Jerzy Kosinski's The Devil Tree


Jerzy Kosinski’s career makes a farce out of the notion of artistic progression. His first novel, 1965’s The Painted Bird, is the most talented and realistic literary horror novel I’ve yet read. His last, 1988’s The Hermit Of 69th Street, is a dislocated series of private pleas and belligerent defenses. 

His second novel, Steps, is a series of thematically linked vignettes, and the revenge the protagonist was unable to formulate and enact in The Painted Bird was dramatically rendered in that novel’s follow-up.1973’s The Devil Tree is also structured in brief episodes, but as a fractured narrative. Unfortunately, the back-and-forth between shocking action and lacerating interior criticism doesn’t work organically, or with any narrative momentum. Repetition dulls the more lurid effects, and one already gets the sense that Kosinski has played his best hands early in his career.

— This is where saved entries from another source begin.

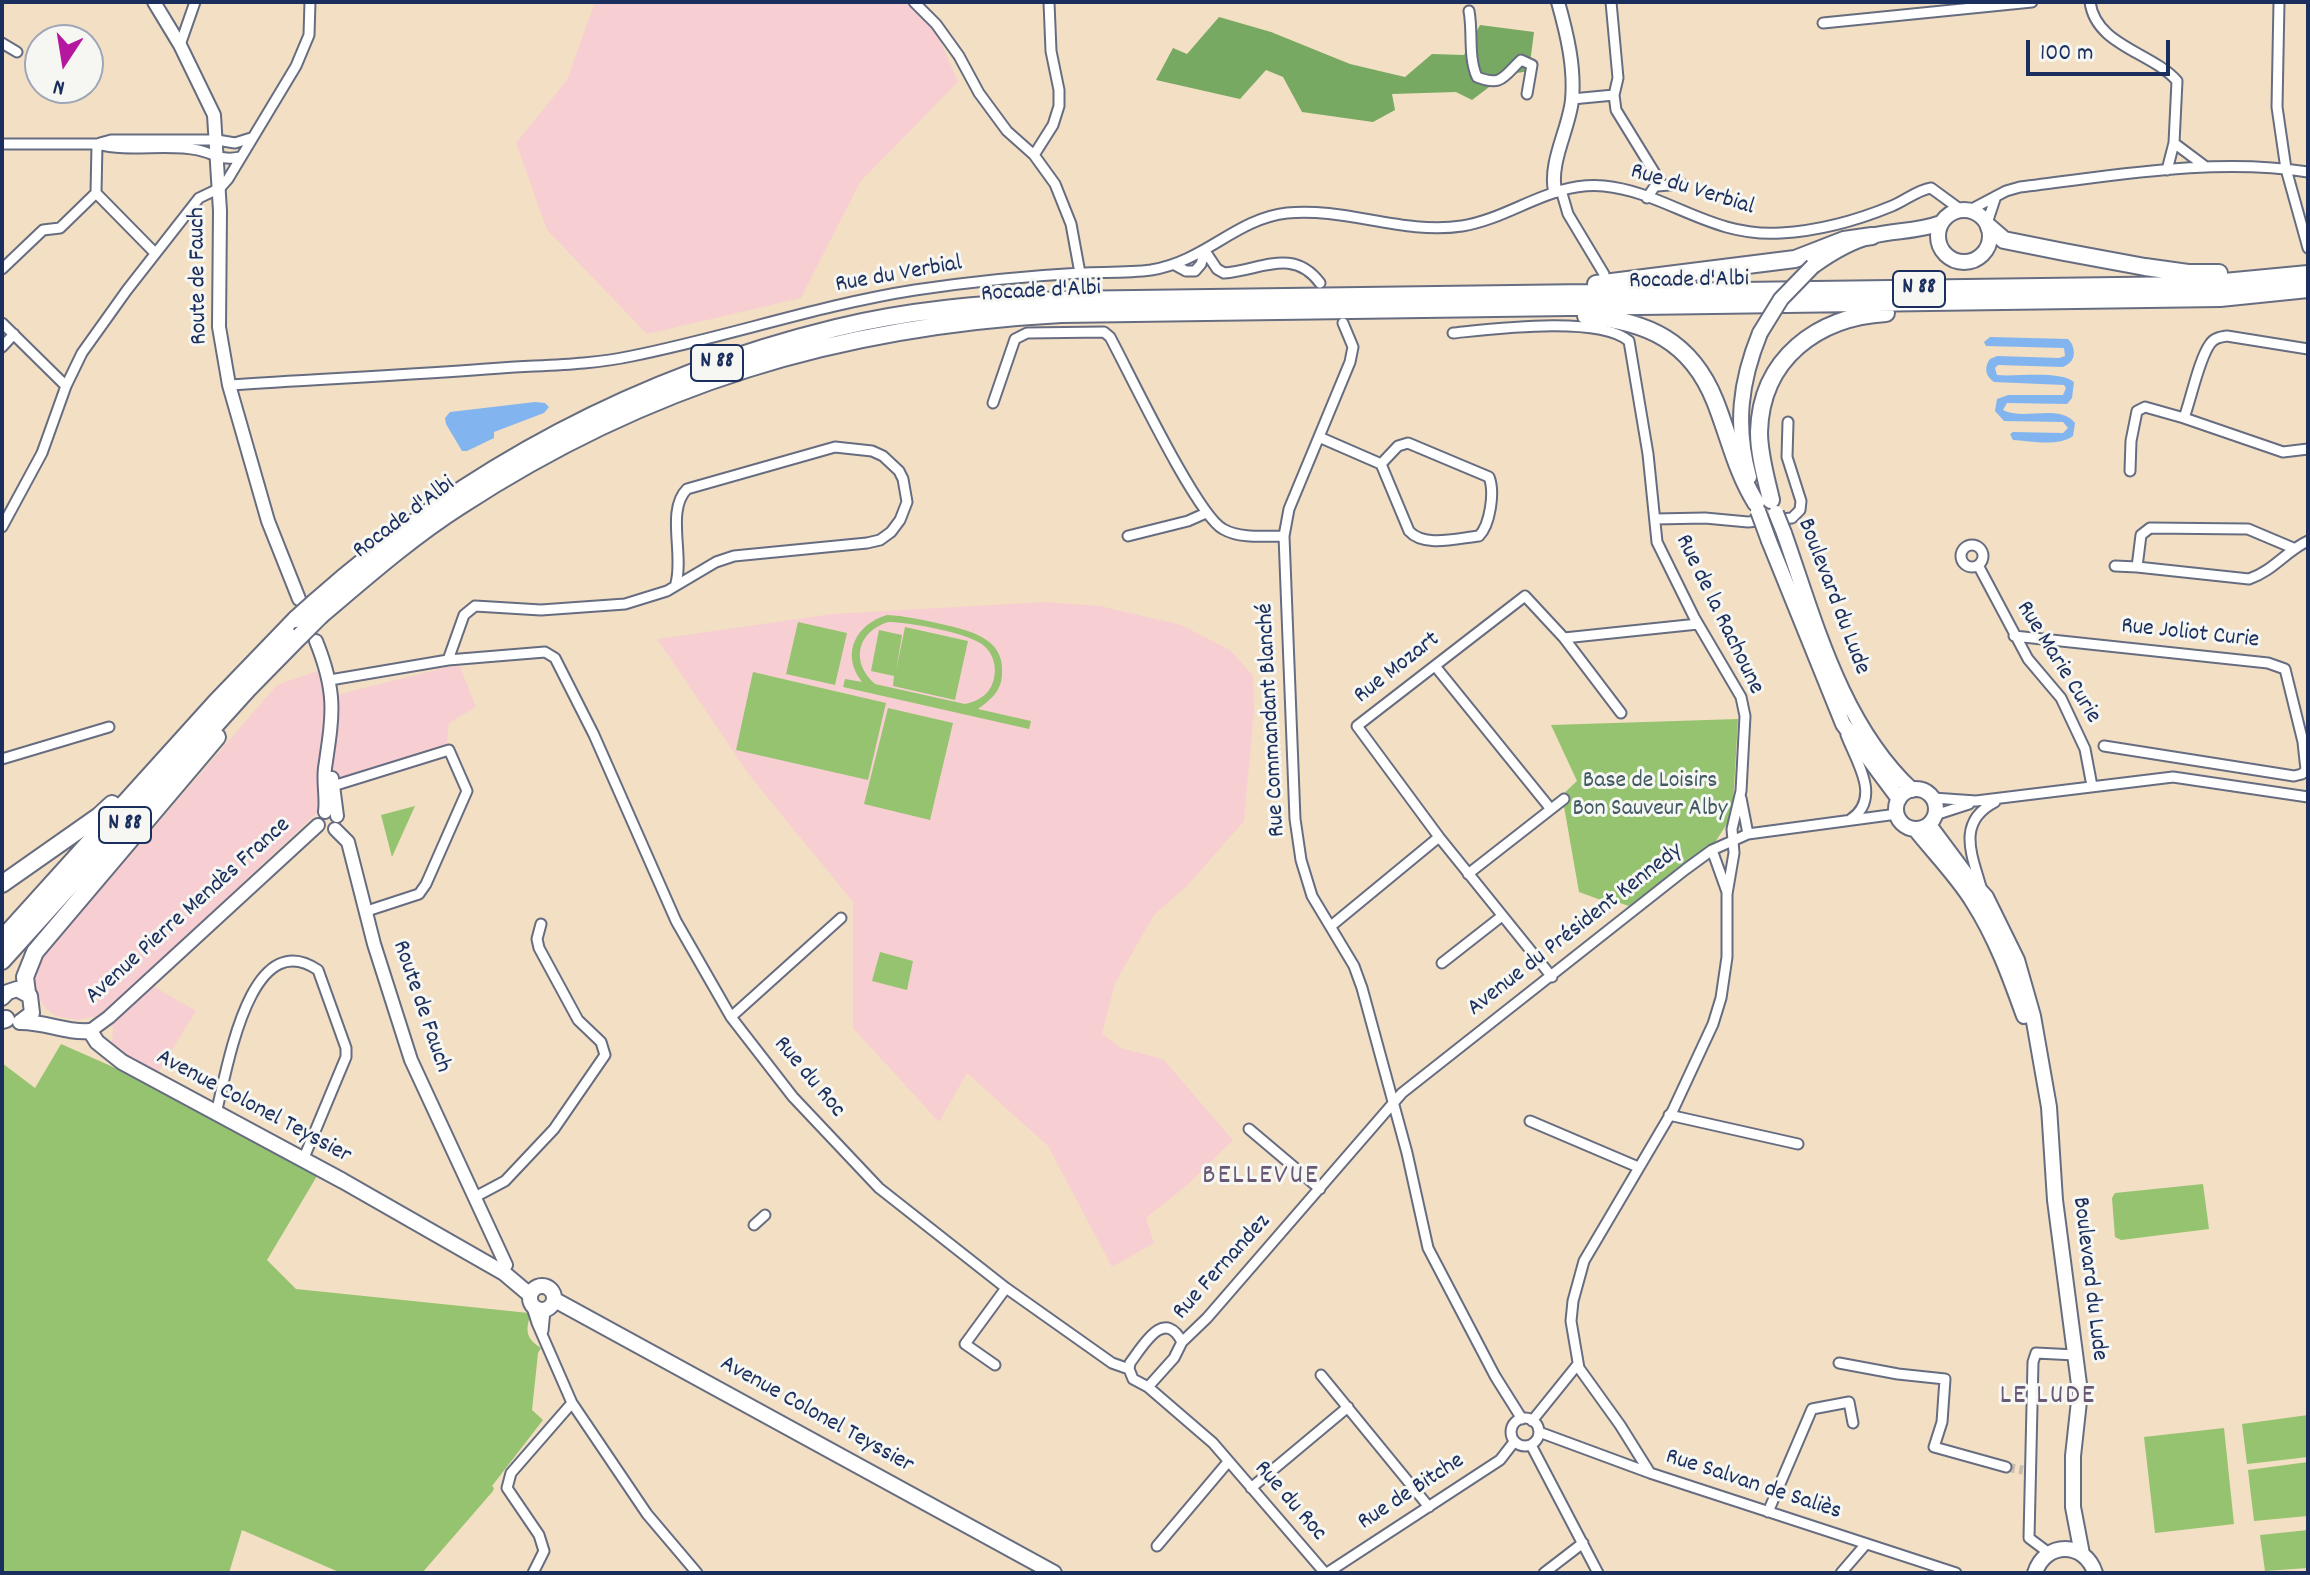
<!DOCTYPE html>
<meta charset="utf-8">
<style>
body{margin:0}
#map{position:relative;width:2310px;height:1575px;overflow:hidden;background:#f3dfc3;font-family:Dekko,sans-serif}
canvas{display:block}
.frame{position:absolute;inset:0;border:4px solid #1b2f5e;pointer-events:none}
.north{position:absolute;left:24px;top:24px;width:80px;height:80px;box-sizing:border-box;background:#f6f6f2;border:2px solid #9ea6b7;border-radius:50%;rotate:192deg;font-size:22px;font-weight:700;line-height:32px;text-align:center;color:#1b2f5e}
.north::after{content:'';display:block;margin:auto;width:28px;height:36px;background:#b5179e;clip-path:polygon(50% 0,100% 100%,50% 72%,0 100%)}
.scale{position:absolute;left:2026px;top:40px;width:144px;height:36px;box-sizing:border-box;border:4px solid #1b2f5e;border-top:0;padding-left:10px;font-size:24px;line-height:28px;white-space:nowrap;color:#1b2f5e;-webkit-text-stroke:6px #f6f6f2;paint-order:stroke}
</style>
<div id="map">
<canvas width="2310" height="1575"></canvas>
<div class="frame"></div>
<div class="north">N</div>
<div class="scale">100 m</div>
</div>
<script>
const ctx = document.querySelector('canvas').getContext('2d');
ctx.lineJoin = 'round';
function fillPath(path, color) {
  ctx.fillStyle = color;
  ctx.fill(path, 'evenodd');
}
function strokePath(path, color, width, dash) {
  ctx.strokeStyle = color;
  ctx.lineWidth = width;
  ctx.lineCap = dash ? 'butt' : 'round';
  ctx.setLineDash(dash || []);
  ctx.stroke(path);
}
function drawText(font, color, halo, rows, align = 'center') {
  ctx.font = font + ' Dekko,sans-serif';
  ctx.lineWidth = 6;
  ctx.setLineDash([]);
  ctx.textBaseline = 'middle';
  ctx.strokeStyle = halo;
  ctx.fillStyle = color;
  for (const [text, x, y, turn = 0] of rows) {
    ctx.save();
    ctx.translate(x, y);
    ctx.rotate((+turn || 0) * Math.PI / 180);
    ctx.textAlign = isNaN(turn) ? turn : align;
    if (halo) ctx.strokeText(text, 0, 0);
    ctx.fillText(text, 0, 0);
    ctx.restore();
  }
}
const built = new Path2D(`
 M595,2h312l30,30 21,50 -98,100 -59,116 -154,36 -100,-104 -31,-87 51,-63z
 M1045,602l55,4 81,19 49,25 23,26 1,34 -10,111 -58,66 -32,28 -39,68 -13,51 19,14 42,11 70,81 -47,46 -40,32 8,25 -42,24 -64,-121 -81,-73 -28,49 -86,-94v-126l-103,-126 -93,-137 175,-25z
 M459,664l17,43 -27,16 -3,32 -104,34 -201,190 55,32 -39,63 -31,-15 -14,-16 1,-16 -20,-10 -16,3 -21,-4 -10,-7 -15,-24 -1,-14 247,-286 40,-14 12,26z`);
const green = new Path2D(`
 M887,615c17,1 33,4 50,8 29,7 69,13 65,52 -1,17 -12,25 -24,34l53,12 -2,8 -186,-42 2,-8 17,3c-22,-28 -6,-58 25,-67zM888,622c20,0 75,10 92,21 13,8 18,24 13,39 -4,13 -15,19 -28,22l-90,-20c-25,-22 -18,-52 13,-62z
 M798,622l49,11 -12,52 -49,-11z
 M905,627l63,14 -13,59 -62,-14 1,-10 -23,-5 8,-41 23,5 -6,36z
 M753,672l133,31 -18,77 -132,-30z
 M888,708l65,15 -23,97 -66,-16z
 M1738,719l-5,86 -5,17 -14,22 -85,62 -9,-3 -9,6 -10,-9 -22,-8 -17,-97 15,-14 -26,-56z
 M415,806l-23,51 -11,-42z
 M880,952l33,9 -6,29 -35,-9z
 M61,1044l50,22 206,110 -50,84 29,29 233,24 1,3c-5,16 -3,23 11,32l-3,5 -6,57 11,10 -51,66 2,2 -1,3 -71,82h-81l-99,-43 -13,43h-227v-510l33,25z
 M2203,1184l6,45 -88,11 -6,-3 -3,-39 3,-5z
 M2308,1415v42l-61,7 -5,-40z
 M2224,1428l10,96 -79,9 -11,-96z
 M2308,1462v54l-54,5 -6,-51z
 M2308,1530v38l-43,3 -5,-36z`);
const forest = new Path2D(`
 M1219,17l52,15 79,32 55,13 27,-23 32,1 16,-30 54,7 -5,39 -24,4 -33,25 -16,-8 -64,2 3,16 -22,12 -71,-10 -19,-35 -17,-7 -26,29 -84,-19 17,-32 14,6z`);
const water = new Path2D(`
 M1990,337l78,2 4,5c4,11 2,18 -9,23l-65,-2 -3,3 2,7c20,2 62,-5 77,7l-2,16 -5,6 -60,-1 -4,7c20,11 57,-7 72,13l-2,13c-15,11 -43,5 -60,4l-3,-6 3,-2 50,1 5,-5 -5,-6 -59,-1 -9,-10 2,-12 11,-4h55l3,-7 -2,-3 -70,-3c-9,-6 -10,-15 -4,-23l7,-3 62,2 6,-2 -1,-8 -78,-2 -2,-4z
 M535,402l10,1 4,4 -5,6 -50,19v6l-27,13h-5l-16,-27 -1,-6 5,-6z`);
const minorTunnel = new Path2D(`
 M2006,1467l17,3`);
const minor = new Path2D(`
 M914,2l22,22 23,32 20,37 28,38 27,24 21,29 16,40 9,49
 M1611,2l7,76 -4,17 2,15 43,70 -12,18
 M2090,2c6,44 62,50 87,79l-3,62 -7,27
 M2279,2l-2,105 9,62 22,79
 M1469,11c4,21 -1,46 8,66 25,10 27,-1 44,-17l11,5 -5,29
 M1823,23l209,-21
 M2,43l15,9
 M180,45l15,-43
 M1572,99l42,-4
 M100,143l11,-3h106l18,3 16,-5
 M2174,143l32,24
 M2,144h95c33,9 68,-1 101,6 17,4 23,11 42,7
 M1034,155l19,-30 6,-19v-16l-8,-39 -2,-49
 M1657,186l25,-2
 M1561,190l7,24 36,60
 M96,193l59,60
 M1970,210l36,-19 14,-4c94,-11 193,-30 288,-15
 M1987,223l9,-27
 M1205,251l12,18 7,4c37,-3 69,-26 96,10
 M1175,265l11,6h9l6,-7 4,-13
 M2,269l41,-39 17,-2 36,-35 1,-49
 M2,323l64,63
 M1343,323l10,24 -3,15 -61,147 -5,27 11,283 6,41 11,36 42,70 8,22 45,165 21,95 67,128 27,43
 M1453,333c39,-4 146,-18 176,8l19,113 9,88 37,75 47,80 4,19 -4,75 -9,38 2,24 -7,41v63l-6,41 -8,26 -40,86 -89,151 -11,40 -2,20 8,47 41,57 30,48
 M2,347l12,-13
 M2308,349l-81,-13c-7,1 -13,2 -17,8 -11,15 -19,55 -26,74l99,34 25,-3
 M229,385c91,-6 181,-10 272,-17 43,-3 89,-3 131,-12 95,-19 187,-51 283,-66 54,-8 111,-14 166,-17 23,-1 47,0 70,-3 55,-9 84,-51 136,-57 58,-6 116,22 175,13 50,-8 89,-45 142,-40 62,6 107,52 177,47 36,-2 77,-13 111,-27 13,-5 25,-16 39,-18l30,22
 M993,403l22,-64 12,-6 77,-1 6,5c19,35 86,177 113,192 17,10 42,7 61,7
 M1319,437l62,27
 M1408,443l81,34c6,15 1,48 -10,59 -21,2 -55,12 -70,-5l-28,-67 17,-18z
 M2130,471l1,-30 6,-30 8,-4 39,11
 M1655,519l50,-1 43,4 44,-4 8,-8 1,-9 -14,-44 1,-35
 M2,527l40,-74 24,-67 16,-33 45,-63 72,-92 21,-10 8,-9 68,-113 13,-31 1,-33
 M1128,536l60,-15 18,-8
 M1961 556a11 11 0 1 1 22 0a11 11 0 1 1-22 0Z
 M2293,548l-45,-19 -98,-1 -9,7 -4,32 112,12c24,-8 37,-28 59,-38
 M1978,565l50,94 33,39 24,51 7,37
 M2115,566l22,1
 M2014,636l254,27 17,6 18,73 3,28 -4,4 -8,2 -190,-30
 M1564,638l134,-14
 M448,660l16,-45 11,-9 66,4 84,-6 42,-13 49,-29 18,-6 133,-13 13,-3 11,-8 9,-12 7,-18 -4,-23 -4,-8 -16,-15 -11,-5 -37,-4 -148,42c-21,21 -3,65 -11,94
 M1435,666l115,142
 M330,680l118,-20 97,-8 10,6 39,77 82,186 55,96 62,80 86,91 127,100 106,75 17,6 4,10 15,8 65,56 112,130
 M1846,735c10,26 36,63 5,84
 M2,759l107,-32
 M333,786l116,-36 18,41 -41,93 -7,10 -52,17
 M1741,798l7,36
 M1933,798l43,3 197,-24 135,20
 M1935,815l34,-11
 M1712,850l15,42
 M1468,874l96,-75
 M1981,887c-9,-32 -25,-65 14,-85
 M1331,926l108,-89
 M1442,963l60,-47
 M1552,977l-113,-140 -82,-111 168,-130 39,42 57,75
 M731,1017l110,-99
 M216,1113c11,-41 33,-190 102,-143l28,78v9l-43,103
 M1669,1115l129,29
 M1530,1121l108,46
 M1249,1129l71,60
 M475,1197l30,-16 49,-52 51,-74 -4,-13 -23,-22 -39,-72 -2,-9 4,-15
 M754,1225l11,-10
 M531,1304l6,19 35,80 75,111 50,59
 M543,1331l2,-21
 M1839,1363l59,11 47,5 -3,43 -8,25 72,20
 M995,1365l-30,-21 41,-56
 M1129,1369l1,-6c13,-17 34,-56 52,-21
 M1321,1375l108,132
 M1148,1387l26,-29 8,-16 25,-24 195,-225 284,-224 26,-19 36,-16 149,-20
 M1511 1432a14 14 0 1 1 28 0a14 14 0 1 1-28 0Z
 M1532,1421l46,-57
 M1539,1432l111,41 306,100
 M1531,1445l67,128
 M1251,1488l97,-81
 M1768,1512l44,-103 37,-7 4,21
 M1157,1546l71,-84
 M2049,1553l-20,-15 4,-176 3,-9 39,2
 M533,1573l11,-22 -5,-16 -32,-47 4,-15 61,-70
 M1327,1573l173,-113 14,-18
 M1544,1573l39,-30
 M1841,1573l25,-29`);
const tertiary = new Path2D(`
 M154,2l26,43 34,70 6,96 -1,116 10,58 39,136 31,78
 M1555,191c-6,-29 14,-62 17,-91 3,-33 -5,-66 -14,-98
 M316,641c21,52 17,73 9,127 -2,15 2,29 0,44
 M332,778l5,38
 M335,829l13,13 26,102 37,116 95,205
 M90,1031l19,-14 209,-192`);
const secondary = new Path2D(`
 M1938 236a26 26 0 1 1 52 0a26 26 0 1 1-52 0Z
 M1813,266c18,-13 36,-24 58,-30 23,-6 46,-4 70,-13
 M1749,477c-14,-51 -9,-95 11,-144
 M1784,533c31,88 57,191 128,257
 M1769,541l74,183 56,75
 M1896 809a20 20 0 1 1 40 0a20 20 0 1 1-40 0Z
 M1929,825l38,51 19,21 31,63 16,56 16,91 6,93 25,192 -7,64v51l9,47
 M1915,829c19,24 42,47 58,73 23,36 37,75 51,114
 M2,998l6,-6 9,-3 13,7 2,17 -12,9
 M21,1022c26,0 44,11 69,9l7,11 25,20 221,119 161,92 26,22
 M530 1298a12 12 0 1 1 24 0a12 12 0 1 1-24 0Z
 M555,1300l499,273
 M2035,1573c10,-32 50,-32 60,0`);
const trunk = new Path2D(`
 M1989,227l15,13 60,12 81,15 43,6h31
 M1596,284l199,-25 49,-19 28,-4
 M1586,316c61,5 105,25 129,85 14,35 21,70 41,102
 M1771,500c-5,-22 -12,-45 -12,-68 2,-74 59,-115 127,-119
 M315,602c152,-135 324,-226 521,-274 73,-18 149,-24 223,-28l1134,-15 115,-11
 M321,615c45,-38 89,-77 139,-109 187,-122 378,-180 601,-192l1159,-16 88,-9
 M2,884l97,-68 13,-12
 M2,939l214,-237 80,-83
 M2,961l246,-272 52,-53
 M27,993l-2,-16 10,-25 182,-215
 M2,1020l4,-1`);
const secondaryBridge = new Path2D(`
 M1760,333l21,-34 32,-33
 M1758,511l11,30
 M1776,513l8,20`);
const trunkBridge = new Path2D(`
 M296,619l19,-17
 M300,636l21,-21`);
const shields = [
 [1919,289,52],
 [717,363,52],
 [125,825,52]
];
const shieldNames = [
 ["N 88",1919,289],
 ["N 88",717,363],
 ["N 88",125,825]
];
const streetNames = [
 ["Rue du Verbial",1692,191,17],
 ["Route de Fauch",200,276,-91],
 ["Rue du Verbial",899,276,-10],
 ["Rocade d'Albi",1689,282,-1],
 ["Rocade d'Albi",1041,293,-3],
 ["Rocade d'Albi",405,519,-37],
 ["Boulevard du Lude",1832,597,69],
 ["Rue de la Rachoune",1718,615,64],
 ["Rue Joliot Curie",2190,635,6],
 ["Rue Marie Curie",2057,663,58],
 ["Rue Mozart",1398,669,-38],
 ["Rue Commandant Blanché",1273,720,-93],
 ["Avenue Pierre Mendès France",189,912,-42],
 ["Avenue du Président Kennedy",1576,931,-38],
 ["Route de Fauch",420,1007,71],
 ["Rue du Roc",808,1078,50],
 ["Avenue Colonel Teyssier",253,1108,28],
 ["Rue Fernandez",1223,1268,-48],
 ["Boulevard du Lude",2088,1279,83],
 ["Avenue Colonel Teyssier",816,1416,29],
 ["Rue Salvan de Saliès",1753,1486,18],
 ["Rue de Bitche",1412,1493,-33],
 ["Rue du Roc",1289,1502,49]
];
const parkNames = [
 ["Base de Loisirs",1650,783],
 ["Bon Sauveur Alby",1650,811]
];
const quarterNames = [
 ["BELLEVUE",1261,1178],
 ["LE LUDE",2048,1398]
];
fillPath(built, '#f7cfd2');
fillPath(green, '#96c370');
fillPath(forest, '#78a962');
fillPath(water, '#82b5ef');
strokePath(minorTunnel, '#c8bcaf', 9, [9, 4.5]);
strokePath(minor, '#676d81', 13);
strokePath(tertiary, '#676d81', 16);
strokePath(secondary, '#676d81', 18);
strokePath(trunk, '#676d81', 20);
strokePath(minor, '#fff', 9);
strokePath(tertiary, '#fff', 12);
strokePath(secondary, '#fff', 14);
strokePath(trunk, '#fff', 16);
strokePath(secondaryBridge, '#676d81', 18, []);
strokePath(trunkBridge, '#676d81', 20, []);
strokePath(secondaryBridge, '#fff', 14);
strokePath(trunkBridge, '#fff', 16);
for (const [x, y, w] of shields) {
  const box = new Path2D();
  box.roundRect(x - w / 2, y - 18, w, 36, 6);
  ctx.fillStyle = '#f6f6f2';
  ctx.fill(box);
  strokePath(box, '#1b2f5e', 2);
}
drawText('bold 22px', '#1b2f5e', null, shieldNames);
drawText('24px', '#1b2f5e', '#f6f6f2', streetNames);
drawText('24px', '#405b63', '#f6f6f2', parkNames);
ctx.letterSpacing = '2px';
drawText('28px', '#685875', '#f6f6f2', quarterNames);
ctx.letterSpacing = '0px';
</script>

I believe it’s at least partly circumstantial. By 1973, burrowing into self-exploration had morphed from a psychedelic game into a painful picking at scabs. Kosinski’s forte – psychological revelation under extreme and sudden violence – had given way to this much different obsession, and Kosinski couldn’t find a way to successfully transform the two directions in a unique vision. Worse, Kosinski’s amoral anti-hero, Whalen, had already been done more convincingly by a number of authors before the 70s, including Camus and Dreiser in different modes.

But the fearless chronicler of hypocrisy, upper-class coldness, and perversion still knocks it out of the park in several episodes, including one in which Whalen’s father fires his loyal servant of twenty years for changing the blade in the master’s razor one day too early.

As for the charges of plagiarism directed at the Polish emigrant, it’s no wonder revenge played a part in most of his stories. After surviving World War II, only to land in a free country rife with jealous orchestrators of the unfounded, cowardly attack (though some of those pipsqueaks also originated in Poland), Kosinski could only lash back in his art. Unfortunately, his most open attempt to settle the record came when his mental health had already plummeted. Though he had been fighting his demons longer than the first of the personal literary attacks took hold, his last novel was a narrow, emasculated response to his accusers. The Devil Tree’s original epigraph, also appearing in the novel’s last pages, is scarily accurate when turned on Kosinski: “the devil, getting tangled in its branches, punished the tree by reversing it”.